В свое время он был, пожалуй самым выдающимся западным "профессиональным" буддистом, первым получившим степень геше. Но после трехлетнего ритрита (начатого в 2001), люди стали замечать некторые странности в его поведении. По словам некоторых людей, принимавших в этом ритрите участие, все три года он прожил в одной комнате со своей ученицей (при том, что он монах). Кроме того он отростил длинные волосы и утверждает, что является боддхисатвой 8 бхуми. Вообщем полный завал со стороны нравственности. По крайней мере с точки зрения Сутры.

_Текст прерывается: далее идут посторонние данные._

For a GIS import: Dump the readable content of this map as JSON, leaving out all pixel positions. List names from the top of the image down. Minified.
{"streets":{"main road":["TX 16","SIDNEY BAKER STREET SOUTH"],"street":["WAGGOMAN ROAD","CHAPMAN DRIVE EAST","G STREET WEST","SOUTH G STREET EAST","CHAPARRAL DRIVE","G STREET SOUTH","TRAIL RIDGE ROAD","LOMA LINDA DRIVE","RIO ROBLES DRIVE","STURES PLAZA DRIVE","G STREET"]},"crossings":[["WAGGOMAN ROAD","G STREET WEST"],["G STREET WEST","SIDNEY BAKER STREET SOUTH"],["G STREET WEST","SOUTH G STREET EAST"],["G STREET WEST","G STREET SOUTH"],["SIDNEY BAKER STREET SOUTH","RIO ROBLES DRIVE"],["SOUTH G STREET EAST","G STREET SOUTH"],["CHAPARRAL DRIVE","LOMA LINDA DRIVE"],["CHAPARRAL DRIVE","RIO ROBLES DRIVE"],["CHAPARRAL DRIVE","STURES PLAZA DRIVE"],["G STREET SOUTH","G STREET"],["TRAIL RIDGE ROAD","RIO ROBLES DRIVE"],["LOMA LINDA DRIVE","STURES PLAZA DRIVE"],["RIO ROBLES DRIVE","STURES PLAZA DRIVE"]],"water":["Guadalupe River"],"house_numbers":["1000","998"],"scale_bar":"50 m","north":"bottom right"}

Быть может кто-то знает больше моего и сможет прояснить, почему столь, мягко сказать, неглупый человек, потративший десятилетия на учебу в тибетских монастырях ведет себя так, как будь то совсем не слышал о нравственности и Винае?

Сайт о геше Майкле Роуче

----------


## Asanga

Ну, крышу у многих сносит.
Каких-то обоснований столь вызывающему поведению вряд ли можно найти.
По крайней мере его стоит воспринимать как человека уже вне традиции.
Так же как рериховцев.

----------

Мошэ (14.03.2011)

----------


## Дмитрий Певко

> почему столь, мягко сказать, неглупый человек, потративший десятилетия на учебу в тибетских монастырях ведет себя так, как будь то совсем не слышал о нравственности и Винае?


Всякое бывает...  :Smilie:  
http://praktika.narod.ru/budd/book/kunle/drukpa.htm

----------


## Бхусуку

Не царское это дело - обсуждать поведение Майкла Роуча.

----------


## PampKin Head

> Secretary to His Holiness the Dalai Lama wrote to Geshe Michael Roach advising him not to visit Dharamsala to attend the Dalai Lama's public teachings — "...we advise you not to visit Dharmsala in the greater interest of the purity of the Tibetan Buddhist tradition".





> During the first term of the Tantra Course at Diamond Mountain, Geshe Michael Roach stressed to his students that after they received the Yamantaka initiation from him, they should and must teach tantra and give tantric initiation to others. No mention was given that most of the students would be unqualified to do so.


Если это правда, то все очень печально.

Что интересно: Друкпа Кюнле - йогин безумной мудрости - прежде чем отжигать не по-децки на благо всех живых существ, монашеские одежды снял и обеты поднес своему наставнику.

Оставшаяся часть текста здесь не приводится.